**Provided records**:
-=-=-=-=-
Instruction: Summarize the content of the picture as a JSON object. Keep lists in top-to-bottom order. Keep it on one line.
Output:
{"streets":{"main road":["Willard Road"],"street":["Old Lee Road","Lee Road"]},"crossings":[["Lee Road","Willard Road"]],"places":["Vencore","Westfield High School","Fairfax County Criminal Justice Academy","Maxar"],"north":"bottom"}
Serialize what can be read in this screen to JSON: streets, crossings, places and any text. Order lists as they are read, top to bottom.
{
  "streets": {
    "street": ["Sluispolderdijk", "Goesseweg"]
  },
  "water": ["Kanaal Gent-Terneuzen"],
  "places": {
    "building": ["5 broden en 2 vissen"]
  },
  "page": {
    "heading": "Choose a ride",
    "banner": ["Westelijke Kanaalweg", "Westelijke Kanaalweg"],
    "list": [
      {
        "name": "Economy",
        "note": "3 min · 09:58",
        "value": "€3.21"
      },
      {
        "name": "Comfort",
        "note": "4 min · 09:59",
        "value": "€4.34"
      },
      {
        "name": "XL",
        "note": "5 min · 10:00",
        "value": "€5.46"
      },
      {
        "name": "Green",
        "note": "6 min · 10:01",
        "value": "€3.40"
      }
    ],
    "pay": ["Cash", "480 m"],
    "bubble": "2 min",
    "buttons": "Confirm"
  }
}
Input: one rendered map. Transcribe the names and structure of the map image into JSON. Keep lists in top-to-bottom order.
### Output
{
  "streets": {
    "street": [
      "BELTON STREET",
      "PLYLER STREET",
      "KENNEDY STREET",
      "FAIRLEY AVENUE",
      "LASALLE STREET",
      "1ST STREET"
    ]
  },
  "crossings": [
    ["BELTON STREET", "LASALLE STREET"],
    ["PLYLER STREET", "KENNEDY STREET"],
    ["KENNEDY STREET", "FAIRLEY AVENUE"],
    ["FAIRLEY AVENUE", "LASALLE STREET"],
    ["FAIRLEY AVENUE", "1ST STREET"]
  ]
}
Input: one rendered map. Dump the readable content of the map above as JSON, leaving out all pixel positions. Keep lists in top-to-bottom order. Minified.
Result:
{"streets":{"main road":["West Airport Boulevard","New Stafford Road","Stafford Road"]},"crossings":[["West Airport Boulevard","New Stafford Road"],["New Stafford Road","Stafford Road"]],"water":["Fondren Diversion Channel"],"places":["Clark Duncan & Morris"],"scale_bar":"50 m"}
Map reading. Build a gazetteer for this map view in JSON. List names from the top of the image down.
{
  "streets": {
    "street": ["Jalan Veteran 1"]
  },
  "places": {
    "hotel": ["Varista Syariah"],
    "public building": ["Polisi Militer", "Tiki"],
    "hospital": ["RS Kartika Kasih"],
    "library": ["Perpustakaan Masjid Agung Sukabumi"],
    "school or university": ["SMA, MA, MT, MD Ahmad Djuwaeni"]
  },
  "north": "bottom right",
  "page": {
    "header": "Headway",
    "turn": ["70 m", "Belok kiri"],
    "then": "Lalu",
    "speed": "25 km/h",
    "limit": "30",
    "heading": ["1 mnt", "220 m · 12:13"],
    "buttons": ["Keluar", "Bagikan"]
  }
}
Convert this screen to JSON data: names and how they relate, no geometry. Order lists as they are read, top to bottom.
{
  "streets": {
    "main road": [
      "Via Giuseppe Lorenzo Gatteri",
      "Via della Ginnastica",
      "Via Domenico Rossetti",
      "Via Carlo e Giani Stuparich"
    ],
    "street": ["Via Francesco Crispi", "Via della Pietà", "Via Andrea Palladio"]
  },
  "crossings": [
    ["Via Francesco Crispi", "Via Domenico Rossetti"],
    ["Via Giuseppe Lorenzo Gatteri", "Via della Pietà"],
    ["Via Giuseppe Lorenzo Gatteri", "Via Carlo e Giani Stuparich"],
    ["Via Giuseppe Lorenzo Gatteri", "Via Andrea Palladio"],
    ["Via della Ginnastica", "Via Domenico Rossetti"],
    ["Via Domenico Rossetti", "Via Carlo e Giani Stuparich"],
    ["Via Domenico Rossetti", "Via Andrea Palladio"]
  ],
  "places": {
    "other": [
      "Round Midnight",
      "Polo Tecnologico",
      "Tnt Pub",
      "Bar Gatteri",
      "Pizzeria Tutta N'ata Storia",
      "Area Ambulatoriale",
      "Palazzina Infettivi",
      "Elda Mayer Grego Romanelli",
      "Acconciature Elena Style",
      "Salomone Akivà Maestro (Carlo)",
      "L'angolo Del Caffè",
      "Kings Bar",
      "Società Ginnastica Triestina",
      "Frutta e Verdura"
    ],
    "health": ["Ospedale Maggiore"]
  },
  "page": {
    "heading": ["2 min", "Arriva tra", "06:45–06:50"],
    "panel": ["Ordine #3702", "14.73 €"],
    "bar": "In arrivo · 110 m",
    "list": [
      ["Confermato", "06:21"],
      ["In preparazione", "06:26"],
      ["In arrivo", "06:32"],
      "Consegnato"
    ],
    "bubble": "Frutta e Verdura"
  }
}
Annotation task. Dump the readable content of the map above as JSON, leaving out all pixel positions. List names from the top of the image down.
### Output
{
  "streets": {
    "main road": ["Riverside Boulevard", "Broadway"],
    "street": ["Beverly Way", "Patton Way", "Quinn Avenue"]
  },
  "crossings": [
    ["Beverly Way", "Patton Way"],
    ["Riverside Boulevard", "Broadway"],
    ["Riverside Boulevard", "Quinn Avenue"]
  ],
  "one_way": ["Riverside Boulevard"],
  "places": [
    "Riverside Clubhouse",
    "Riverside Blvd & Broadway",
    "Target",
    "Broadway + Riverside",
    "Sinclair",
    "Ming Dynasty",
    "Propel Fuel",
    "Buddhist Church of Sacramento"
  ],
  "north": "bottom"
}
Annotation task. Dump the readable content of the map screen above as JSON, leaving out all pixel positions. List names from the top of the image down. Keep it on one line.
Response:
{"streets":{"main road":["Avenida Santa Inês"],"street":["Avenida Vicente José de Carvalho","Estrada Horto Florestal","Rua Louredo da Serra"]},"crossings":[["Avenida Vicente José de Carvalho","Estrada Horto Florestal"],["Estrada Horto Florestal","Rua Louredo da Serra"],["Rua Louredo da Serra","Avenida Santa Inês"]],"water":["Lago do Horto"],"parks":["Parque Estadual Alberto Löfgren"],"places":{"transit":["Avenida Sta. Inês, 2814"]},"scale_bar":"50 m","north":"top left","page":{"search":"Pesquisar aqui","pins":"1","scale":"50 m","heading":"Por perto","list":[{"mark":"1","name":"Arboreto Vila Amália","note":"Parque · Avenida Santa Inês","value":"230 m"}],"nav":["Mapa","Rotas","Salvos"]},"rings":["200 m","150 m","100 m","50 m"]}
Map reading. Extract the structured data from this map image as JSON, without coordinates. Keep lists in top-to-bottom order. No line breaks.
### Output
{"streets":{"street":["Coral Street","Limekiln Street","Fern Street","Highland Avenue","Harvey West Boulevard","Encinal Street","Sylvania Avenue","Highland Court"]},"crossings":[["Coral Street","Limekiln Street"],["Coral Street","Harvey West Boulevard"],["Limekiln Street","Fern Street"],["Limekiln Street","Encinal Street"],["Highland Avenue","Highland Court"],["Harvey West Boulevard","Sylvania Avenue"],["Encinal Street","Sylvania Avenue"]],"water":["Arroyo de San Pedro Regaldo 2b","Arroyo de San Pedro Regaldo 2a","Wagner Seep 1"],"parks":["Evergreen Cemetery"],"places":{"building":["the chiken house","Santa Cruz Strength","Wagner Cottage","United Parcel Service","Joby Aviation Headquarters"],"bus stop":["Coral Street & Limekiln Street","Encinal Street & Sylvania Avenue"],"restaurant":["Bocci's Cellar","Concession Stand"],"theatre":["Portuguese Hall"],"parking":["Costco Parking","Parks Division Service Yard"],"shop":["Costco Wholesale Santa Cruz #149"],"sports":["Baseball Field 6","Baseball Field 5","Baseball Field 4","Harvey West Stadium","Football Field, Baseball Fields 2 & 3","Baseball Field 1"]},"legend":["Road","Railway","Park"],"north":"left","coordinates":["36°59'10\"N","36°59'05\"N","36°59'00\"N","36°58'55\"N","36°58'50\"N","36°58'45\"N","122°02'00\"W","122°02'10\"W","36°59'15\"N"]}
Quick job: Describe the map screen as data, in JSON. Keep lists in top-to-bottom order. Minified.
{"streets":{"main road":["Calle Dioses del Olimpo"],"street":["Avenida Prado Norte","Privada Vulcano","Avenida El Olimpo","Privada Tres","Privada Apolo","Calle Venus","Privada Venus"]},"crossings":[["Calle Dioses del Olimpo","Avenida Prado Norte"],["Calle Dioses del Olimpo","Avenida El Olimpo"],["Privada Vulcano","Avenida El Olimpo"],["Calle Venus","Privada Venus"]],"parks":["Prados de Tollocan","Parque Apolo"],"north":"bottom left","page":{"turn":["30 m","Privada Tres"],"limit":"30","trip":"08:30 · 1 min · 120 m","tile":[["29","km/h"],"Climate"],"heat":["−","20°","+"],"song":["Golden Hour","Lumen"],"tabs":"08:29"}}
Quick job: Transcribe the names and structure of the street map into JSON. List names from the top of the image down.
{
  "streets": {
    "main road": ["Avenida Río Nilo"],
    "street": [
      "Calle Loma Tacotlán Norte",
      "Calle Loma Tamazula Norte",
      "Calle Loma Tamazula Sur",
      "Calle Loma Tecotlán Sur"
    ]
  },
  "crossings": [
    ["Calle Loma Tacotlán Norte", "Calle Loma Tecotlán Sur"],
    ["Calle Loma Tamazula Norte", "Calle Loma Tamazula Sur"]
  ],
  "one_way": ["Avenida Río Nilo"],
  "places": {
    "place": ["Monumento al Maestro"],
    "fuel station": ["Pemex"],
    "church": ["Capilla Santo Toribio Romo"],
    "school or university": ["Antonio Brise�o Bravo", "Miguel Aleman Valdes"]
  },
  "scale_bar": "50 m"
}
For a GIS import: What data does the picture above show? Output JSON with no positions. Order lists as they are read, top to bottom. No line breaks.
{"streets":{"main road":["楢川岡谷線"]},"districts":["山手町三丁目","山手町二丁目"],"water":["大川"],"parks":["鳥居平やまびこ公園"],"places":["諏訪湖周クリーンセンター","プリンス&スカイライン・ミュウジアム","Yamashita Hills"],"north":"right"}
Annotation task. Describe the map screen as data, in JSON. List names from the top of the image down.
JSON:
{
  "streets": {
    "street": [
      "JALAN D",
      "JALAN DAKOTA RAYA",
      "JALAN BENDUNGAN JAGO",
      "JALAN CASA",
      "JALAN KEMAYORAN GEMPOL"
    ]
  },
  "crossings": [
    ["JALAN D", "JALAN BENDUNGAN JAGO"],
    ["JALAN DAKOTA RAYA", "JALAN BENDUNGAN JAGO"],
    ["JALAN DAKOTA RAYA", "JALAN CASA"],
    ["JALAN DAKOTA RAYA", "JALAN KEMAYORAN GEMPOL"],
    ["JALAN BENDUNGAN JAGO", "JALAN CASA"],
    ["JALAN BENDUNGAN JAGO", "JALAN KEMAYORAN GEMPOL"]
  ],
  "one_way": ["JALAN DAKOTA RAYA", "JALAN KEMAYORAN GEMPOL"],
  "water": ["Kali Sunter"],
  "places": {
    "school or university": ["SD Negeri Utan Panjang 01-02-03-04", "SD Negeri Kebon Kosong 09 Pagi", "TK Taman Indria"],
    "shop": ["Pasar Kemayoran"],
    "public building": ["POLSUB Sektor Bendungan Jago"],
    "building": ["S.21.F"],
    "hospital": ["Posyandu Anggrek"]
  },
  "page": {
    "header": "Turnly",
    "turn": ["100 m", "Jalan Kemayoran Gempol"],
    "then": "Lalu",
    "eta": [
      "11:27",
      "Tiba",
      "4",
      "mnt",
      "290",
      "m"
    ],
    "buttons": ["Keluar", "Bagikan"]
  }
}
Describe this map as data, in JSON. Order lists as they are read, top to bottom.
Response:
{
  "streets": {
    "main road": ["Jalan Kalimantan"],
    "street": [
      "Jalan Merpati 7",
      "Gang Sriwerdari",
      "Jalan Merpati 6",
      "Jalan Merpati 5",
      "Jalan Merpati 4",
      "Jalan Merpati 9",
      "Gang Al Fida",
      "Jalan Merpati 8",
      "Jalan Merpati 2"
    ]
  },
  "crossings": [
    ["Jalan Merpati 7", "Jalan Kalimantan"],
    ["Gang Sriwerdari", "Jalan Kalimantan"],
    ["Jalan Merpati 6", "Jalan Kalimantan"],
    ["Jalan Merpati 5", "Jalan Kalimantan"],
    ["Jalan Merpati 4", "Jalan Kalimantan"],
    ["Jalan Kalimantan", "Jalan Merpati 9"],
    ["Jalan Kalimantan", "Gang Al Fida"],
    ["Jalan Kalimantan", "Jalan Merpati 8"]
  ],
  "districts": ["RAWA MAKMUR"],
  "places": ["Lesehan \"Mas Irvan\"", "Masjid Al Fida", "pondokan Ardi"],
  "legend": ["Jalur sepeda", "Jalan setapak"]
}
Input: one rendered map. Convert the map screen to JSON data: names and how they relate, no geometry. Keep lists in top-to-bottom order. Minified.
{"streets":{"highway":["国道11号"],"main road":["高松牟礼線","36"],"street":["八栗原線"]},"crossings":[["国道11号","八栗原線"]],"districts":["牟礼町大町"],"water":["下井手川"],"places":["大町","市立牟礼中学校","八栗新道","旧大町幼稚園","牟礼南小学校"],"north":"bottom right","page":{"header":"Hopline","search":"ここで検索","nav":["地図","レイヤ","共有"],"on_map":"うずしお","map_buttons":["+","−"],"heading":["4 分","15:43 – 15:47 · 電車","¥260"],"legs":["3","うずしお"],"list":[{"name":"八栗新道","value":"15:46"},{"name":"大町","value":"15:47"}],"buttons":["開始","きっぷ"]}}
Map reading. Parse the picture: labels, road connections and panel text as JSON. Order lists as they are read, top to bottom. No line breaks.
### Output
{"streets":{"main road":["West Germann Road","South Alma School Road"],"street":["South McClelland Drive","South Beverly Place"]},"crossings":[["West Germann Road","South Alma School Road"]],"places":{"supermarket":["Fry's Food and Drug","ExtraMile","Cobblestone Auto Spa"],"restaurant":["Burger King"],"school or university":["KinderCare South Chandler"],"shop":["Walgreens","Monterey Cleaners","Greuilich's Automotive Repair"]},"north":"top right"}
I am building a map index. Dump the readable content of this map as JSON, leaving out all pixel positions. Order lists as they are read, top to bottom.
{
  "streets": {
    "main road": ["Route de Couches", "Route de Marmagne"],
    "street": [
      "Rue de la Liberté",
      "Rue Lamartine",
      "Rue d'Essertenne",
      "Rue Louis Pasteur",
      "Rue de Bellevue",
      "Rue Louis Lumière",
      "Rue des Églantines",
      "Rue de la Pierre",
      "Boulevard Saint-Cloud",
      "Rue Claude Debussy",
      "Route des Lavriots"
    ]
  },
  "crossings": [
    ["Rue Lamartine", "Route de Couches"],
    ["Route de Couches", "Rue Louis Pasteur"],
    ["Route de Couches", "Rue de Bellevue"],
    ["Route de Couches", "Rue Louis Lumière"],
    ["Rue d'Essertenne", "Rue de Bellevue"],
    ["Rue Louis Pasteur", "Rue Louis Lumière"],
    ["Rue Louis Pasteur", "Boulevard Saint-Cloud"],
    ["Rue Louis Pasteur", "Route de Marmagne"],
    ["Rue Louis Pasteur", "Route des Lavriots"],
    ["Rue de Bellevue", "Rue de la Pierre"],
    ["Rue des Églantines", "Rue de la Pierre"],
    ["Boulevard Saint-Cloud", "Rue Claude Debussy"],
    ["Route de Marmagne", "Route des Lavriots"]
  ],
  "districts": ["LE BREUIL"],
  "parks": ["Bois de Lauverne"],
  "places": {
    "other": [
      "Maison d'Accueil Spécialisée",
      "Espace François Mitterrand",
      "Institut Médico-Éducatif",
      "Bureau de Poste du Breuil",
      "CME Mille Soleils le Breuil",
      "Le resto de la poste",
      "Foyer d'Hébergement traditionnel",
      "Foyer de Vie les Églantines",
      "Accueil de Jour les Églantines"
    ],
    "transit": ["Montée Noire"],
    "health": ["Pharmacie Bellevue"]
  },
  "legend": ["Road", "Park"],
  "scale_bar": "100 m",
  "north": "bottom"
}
-=-=-=-=-
**Your objective**:
Print the lines above from the one with "For a GIS import: What" through the one with "Describe this map", both included, exactly as written and nothing more.

**Exercise solution**:
For a GIS import: What data does the picture above show? Output JSON with no positions. Order lists as they are read, top to bottom. No line breaks.
{"streets":{"main road":["楢川岡谷線"]},"districts":["山手町三丁目","山手町二丁目"],"water":["大川"],"parks":["鳥居平やまびこ公園"],"places":["諏訪湖周クリーンセンター","プリンス&スカイライン・ミュウジアム","Yamashita Hills"],"north":"right"}
Annotation task. Describe the map screen as data, in JSON. List names from the top of the image down.
JSON:
{
  "streets": {
    "street": [
      "JALAN D",
      "JALAN DAKOTA RAYA",
      "JALAN BENDUNGAN JAGO",
      "JALAN CASA",
      "JALAN KEMAYORAN GEMPOL"
    ]
  },
  "crossings": [
    ["JALAN D", "JALAN BENDUNGAN JAGO"],
    ["JALAN DAKOTA RAYA", "JALAN BENDUNGAN JAGO"],
    ["JALAN DAKOTA RAYA", "JALAN CASA"],
    ["JALAN DAKOTA RAYA", "JALAN KEMAYORAN GEMPOL"],
    ["JALAN BENDUNGAN JAGO", "JALAN CASA"],
    ["JALAN BENDUNGAN JAGO", "JALAN KEMAYORAN GEMPOL"]
  ],
  "one_way": ["JALAN DAKOTA RAYA", "JALAN KEMAYORAN GEMPOL"],
  "water": ["Kali Sunter"],
  "places": {
    "school or university": ["SD Negeri Utan Panjang 01-02-03-04", "SD Negeri Kebon Kosong 09 Pagi", "TK Taman Indria"],
    "shop": ["Pasar Kemayoran"],
    "public building": ["POLSUB Sektor Bendungan Jago"],
    "building": ["S.21.F"],
    "hospital": ["Posyandu Anggrek"]
  },
  "page": {
    "header": "Turnly",
    "turn": ["100 m", "Jalan Kemayoran Gempol"],
    "then": "Lalu",
    "eta": [
      "11:27",
      "Tiba",
      "4",
      "mnt",
      "290",
      "m"
    ],
    "buttons": ["Keluar", "Bagikan"]
  }
}
Describe this map as data, in JSON. Order lists as they are read, top to bottom.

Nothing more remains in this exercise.